-- Saved entries --
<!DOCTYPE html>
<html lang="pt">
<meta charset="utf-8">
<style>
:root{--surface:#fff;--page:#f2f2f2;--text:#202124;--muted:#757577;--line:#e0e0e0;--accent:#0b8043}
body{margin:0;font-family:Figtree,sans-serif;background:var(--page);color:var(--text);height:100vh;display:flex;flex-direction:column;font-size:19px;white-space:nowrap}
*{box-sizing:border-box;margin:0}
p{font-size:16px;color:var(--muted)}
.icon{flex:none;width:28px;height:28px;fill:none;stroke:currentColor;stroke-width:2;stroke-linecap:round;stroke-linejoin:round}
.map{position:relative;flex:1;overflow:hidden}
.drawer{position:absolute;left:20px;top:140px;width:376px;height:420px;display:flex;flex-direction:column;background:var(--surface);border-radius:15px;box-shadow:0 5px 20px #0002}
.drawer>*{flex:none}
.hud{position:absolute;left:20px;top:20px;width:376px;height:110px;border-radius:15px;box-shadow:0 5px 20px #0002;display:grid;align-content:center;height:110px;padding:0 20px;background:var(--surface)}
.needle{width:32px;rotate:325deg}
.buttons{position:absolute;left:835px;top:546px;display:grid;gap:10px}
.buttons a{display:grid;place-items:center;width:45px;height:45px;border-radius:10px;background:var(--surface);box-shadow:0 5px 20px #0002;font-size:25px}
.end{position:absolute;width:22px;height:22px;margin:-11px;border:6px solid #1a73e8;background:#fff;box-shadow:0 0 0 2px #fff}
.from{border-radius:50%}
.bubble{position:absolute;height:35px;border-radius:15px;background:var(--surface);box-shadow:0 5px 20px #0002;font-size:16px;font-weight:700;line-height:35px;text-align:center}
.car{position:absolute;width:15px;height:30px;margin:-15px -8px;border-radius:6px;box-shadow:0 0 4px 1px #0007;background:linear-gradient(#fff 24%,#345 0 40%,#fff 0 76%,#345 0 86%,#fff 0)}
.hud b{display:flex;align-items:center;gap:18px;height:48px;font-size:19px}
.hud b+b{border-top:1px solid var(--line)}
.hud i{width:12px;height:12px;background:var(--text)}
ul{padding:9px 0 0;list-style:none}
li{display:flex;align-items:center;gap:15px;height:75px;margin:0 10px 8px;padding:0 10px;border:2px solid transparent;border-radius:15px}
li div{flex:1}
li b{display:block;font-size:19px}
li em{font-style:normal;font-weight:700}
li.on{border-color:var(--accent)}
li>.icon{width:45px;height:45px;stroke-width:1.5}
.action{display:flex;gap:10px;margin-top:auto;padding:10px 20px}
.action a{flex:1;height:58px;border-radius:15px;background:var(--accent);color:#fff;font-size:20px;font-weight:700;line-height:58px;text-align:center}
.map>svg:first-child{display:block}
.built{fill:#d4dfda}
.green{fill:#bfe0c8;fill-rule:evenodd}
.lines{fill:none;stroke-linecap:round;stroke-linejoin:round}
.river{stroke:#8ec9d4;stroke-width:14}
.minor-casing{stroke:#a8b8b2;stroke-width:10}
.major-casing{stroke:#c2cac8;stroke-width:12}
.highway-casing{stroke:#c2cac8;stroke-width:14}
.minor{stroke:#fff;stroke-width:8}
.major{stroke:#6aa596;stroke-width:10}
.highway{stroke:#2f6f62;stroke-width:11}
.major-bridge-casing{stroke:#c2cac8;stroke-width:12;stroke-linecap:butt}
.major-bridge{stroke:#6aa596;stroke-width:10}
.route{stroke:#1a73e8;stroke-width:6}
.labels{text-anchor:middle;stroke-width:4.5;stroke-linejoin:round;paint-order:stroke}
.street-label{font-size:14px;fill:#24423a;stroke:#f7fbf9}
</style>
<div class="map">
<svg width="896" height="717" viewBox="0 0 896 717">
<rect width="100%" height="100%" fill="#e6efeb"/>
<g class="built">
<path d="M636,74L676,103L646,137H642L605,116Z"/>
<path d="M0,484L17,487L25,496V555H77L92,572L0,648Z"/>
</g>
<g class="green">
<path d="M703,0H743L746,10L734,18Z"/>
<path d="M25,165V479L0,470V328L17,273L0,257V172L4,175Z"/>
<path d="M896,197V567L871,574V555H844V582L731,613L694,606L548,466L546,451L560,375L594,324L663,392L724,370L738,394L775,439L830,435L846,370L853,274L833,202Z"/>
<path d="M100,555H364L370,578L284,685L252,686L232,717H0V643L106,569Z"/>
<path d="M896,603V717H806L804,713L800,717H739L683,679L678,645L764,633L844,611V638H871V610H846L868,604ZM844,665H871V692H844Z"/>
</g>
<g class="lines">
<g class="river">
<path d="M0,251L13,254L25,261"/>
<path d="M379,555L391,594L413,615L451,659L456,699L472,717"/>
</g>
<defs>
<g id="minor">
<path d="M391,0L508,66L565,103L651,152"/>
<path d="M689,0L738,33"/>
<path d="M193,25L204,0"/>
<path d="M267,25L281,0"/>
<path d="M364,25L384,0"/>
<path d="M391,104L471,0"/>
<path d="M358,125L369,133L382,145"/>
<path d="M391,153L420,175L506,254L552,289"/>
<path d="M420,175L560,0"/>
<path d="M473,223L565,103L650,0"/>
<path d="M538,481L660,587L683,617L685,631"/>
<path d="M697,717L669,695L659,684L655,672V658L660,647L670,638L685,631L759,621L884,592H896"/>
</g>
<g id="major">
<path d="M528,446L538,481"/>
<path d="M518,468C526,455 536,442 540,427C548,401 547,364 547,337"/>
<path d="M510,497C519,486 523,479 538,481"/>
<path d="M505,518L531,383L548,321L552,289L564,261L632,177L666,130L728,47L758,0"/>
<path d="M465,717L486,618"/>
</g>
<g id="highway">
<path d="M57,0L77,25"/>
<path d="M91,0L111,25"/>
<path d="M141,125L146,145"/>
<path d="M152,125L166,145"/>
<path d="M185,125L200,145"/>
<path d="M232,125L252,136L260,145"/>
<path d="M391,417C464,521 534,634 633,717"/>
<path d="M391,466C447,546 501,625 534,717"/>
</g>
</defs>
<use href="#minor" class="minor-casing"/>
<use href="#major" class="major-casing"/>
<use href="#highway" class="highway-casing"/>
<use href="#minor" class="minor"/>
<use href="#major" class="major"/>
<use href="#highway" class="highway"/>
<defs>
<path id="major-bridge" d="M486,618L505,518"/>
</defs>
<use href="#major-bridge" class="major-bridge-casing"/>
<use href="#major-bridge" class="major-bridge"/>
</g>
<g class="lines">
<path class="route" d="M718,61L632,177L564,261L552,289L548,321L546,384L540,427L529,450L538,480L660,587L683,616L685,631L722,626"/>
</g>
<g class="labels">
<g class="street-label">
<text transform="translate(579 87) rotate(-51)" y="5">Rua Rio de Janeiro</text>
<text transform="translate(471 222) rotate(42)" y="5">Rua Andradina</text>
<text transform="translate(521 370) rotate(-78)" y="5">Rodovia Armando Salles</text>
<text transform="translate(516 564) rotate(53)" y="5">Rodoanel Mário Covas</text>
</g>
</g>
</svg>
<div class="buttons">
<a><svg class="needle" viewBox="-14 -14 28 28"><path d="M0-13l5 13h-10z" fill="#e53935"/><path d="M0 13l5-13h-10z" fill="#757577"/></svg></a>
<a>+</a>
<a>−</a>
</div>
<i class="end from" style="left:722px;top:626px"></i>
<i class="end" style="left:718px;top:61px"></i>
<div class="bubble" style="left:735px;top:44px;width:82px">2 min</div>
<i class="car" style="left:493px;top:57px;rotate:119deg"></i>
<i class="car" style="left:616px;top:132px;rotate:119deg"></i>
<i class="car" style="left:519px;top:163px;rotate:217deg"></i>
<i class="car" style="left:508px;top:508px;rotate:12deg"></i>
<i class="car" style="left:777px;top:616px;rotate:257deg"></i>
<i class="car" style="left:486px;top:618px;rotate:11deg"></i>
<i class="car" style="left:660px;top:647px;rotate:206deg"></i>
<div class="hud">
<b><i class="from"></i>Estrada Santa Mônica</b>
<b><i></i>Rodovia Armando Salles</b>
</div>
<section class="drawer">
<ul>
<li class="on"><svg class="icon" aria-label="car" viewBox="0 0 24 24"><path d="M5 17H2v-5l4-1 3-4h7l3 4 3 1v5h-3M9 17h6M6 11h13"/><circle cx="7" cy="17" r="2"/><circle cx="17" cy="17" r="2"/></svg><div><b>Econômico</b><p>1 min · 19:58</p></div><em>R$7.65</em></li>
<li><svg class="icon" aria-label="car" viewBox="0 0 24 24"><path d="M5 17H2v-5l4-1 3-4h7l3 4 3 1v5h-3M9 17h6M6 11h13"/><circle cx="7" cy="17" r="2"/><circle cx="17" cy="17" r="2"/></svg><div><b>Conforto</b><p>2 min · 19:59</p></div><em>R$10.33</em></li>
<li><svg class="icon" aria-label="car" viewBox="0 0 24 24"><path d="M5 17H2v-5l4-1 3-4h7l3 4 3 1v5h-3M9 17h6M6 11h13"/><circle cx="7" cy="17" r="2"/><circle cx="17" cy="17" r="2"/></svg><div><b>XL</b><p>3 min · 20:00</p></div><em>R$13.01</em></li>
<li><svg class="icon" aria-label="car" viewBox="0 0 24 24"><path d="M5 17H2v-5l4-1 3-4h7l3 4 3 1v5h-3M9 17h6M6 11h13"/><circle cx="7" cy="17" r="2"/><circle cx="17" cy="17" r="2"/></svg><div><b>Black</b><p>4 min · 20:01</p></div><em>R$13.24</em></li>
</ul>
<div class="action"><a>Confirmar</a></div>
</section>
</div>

-- REQUIRED WORK --
Wherever "column" turns up in the records, copy the whole line.

-- ANSWER AREA --
body{margin:0;font-family:Figtree,sans-serif;background:var(--page);color:var(--text);height:100vh;display:flex;flex-direction:column;font-size:19px;white-space:nowrap}
.drawer{position:absolute;left:20px;top:140px;width:376px;height:420px;display:flex;flex-direction:column;background:var(--surface);border-radius:15px;box-shadow:0 5px 20px #0002}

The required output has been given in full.